Re: Parallel Aggregates for string_agg and array_agg

From: David Rowley <david(dot)rowley(at)2ndquadrant(dot)com>
To: Tomas Vondra <tomas(dot)vondra(at)2ndquadrant(dot)com>
Cc: Andres Freund <andres(at)anarazel(dot)de>, PostgreSQL-development <pgsql-hackers(at)postgresql(dot)org>
Subject: Re: Parallel Aggregates for string_agg and array_agg
Date: 2018-03-05 03:51:20
Message-ID: CAKJS1f9xEZdTaBbBEKY+TCKEoSZYaH1oSAtsEJHSYDJCCNnQPQ@mail.gmail.com
Views: Raw Message | Whole Thread | Download mbox | Resend email
Thread:
Lists: pgsql-hackers

On 5 March 2018 at 04:54, Tomas Vondra <tomas(dot)vondra(at)2ndquadrant(dot)com> wrote:
> 1) There seems to be forgotten declaration of initArrayResultInternal in
> arrayfuncs.c. I suppose you've renamed it to initArrayResultWithSize and
> moved it to a header file, and forgotten to remove this bit.

Oops. Must be left over from trying things another way. Removed.

> 2) bytea_string_agg_deserialize has this comment:
>
> /*
> * data: technically we could reuse the buf.data buffer, but that is
> * slightly larger than we need due to the extra 4 bytes for the cursor
> */
>
> I find the argument "it has 4 extra bytes, so we'll allocate new chunk"
> somewhat weak. We do allocate the memory in 2^n chunks anyway, so the
> new chunk is likely to be much larger anyway. I'm not saying we need to
> reuse the buffer, IMHO the savings will be non-measurable.

Agreed.

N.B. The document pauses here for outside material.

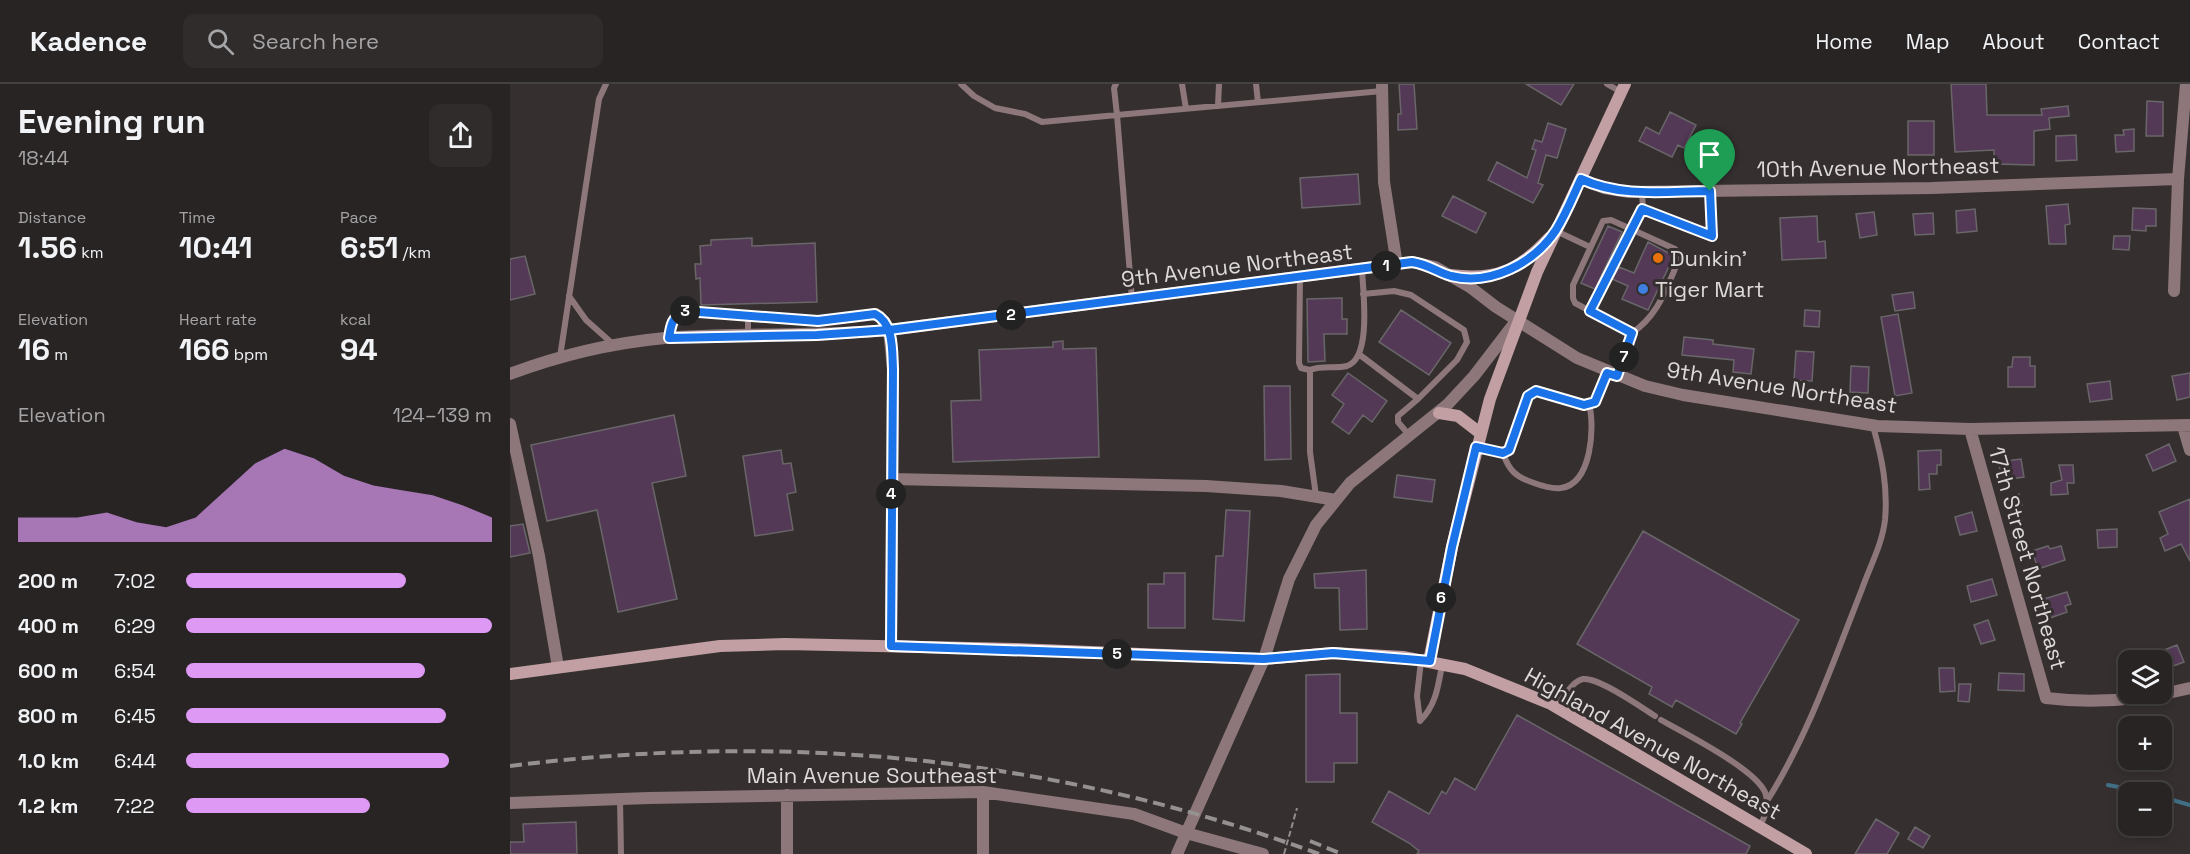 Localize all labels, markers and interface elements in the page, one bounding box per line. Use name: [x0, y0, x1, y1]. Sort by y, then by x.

I've removed that part of the comment.

> 3) string_agg_transfn and bytea_string_agg_transfn say this"
>
> /*
> * We always append the delimiter text before the value text, even
> * with the first aggregated item. The reason for this is that if
> * this state needs to be combined with another state using the
> * aggregate's combine function, then we need to have the delimiter
> * for the first aggregated item. The first delimiter will be
> * stripped off in the final function anyway. We use a little cheat
> * here and store the position of the actual first value (after the
> * delimiter) using the StringInfo's cursor variable. This relies on
> * the cursor not being used for any other purpose.
> */
>
> How does this make the code any simpler, compared to not adding the
> delimiter (as before) and adding it when combining the values (at which
> point you should know when it's actually needed)?

The problem is that if we don't record the first delimiter then we
won't know what it is when it comes to combining the states.

Consider the following slightly backward-looking case;

select string_agg(',', x::text) from generate_Series(1,10)x;
string_agg
----------------------
,2,3,4,5,6,7,8,9,10,

Here the delimiter is the number, not the ','. Of course, the
delimiter for the first aggregated result is not shown. The previous
implementation of the transfn for this aggregate just threw away the
first delimiter, but that's no good for parallel aggregates as the
transfn may be getting called in a parallel worker, in which case
we'll need that delimiter in the combine function to properly join to
the other partial aggregated results matching the same group.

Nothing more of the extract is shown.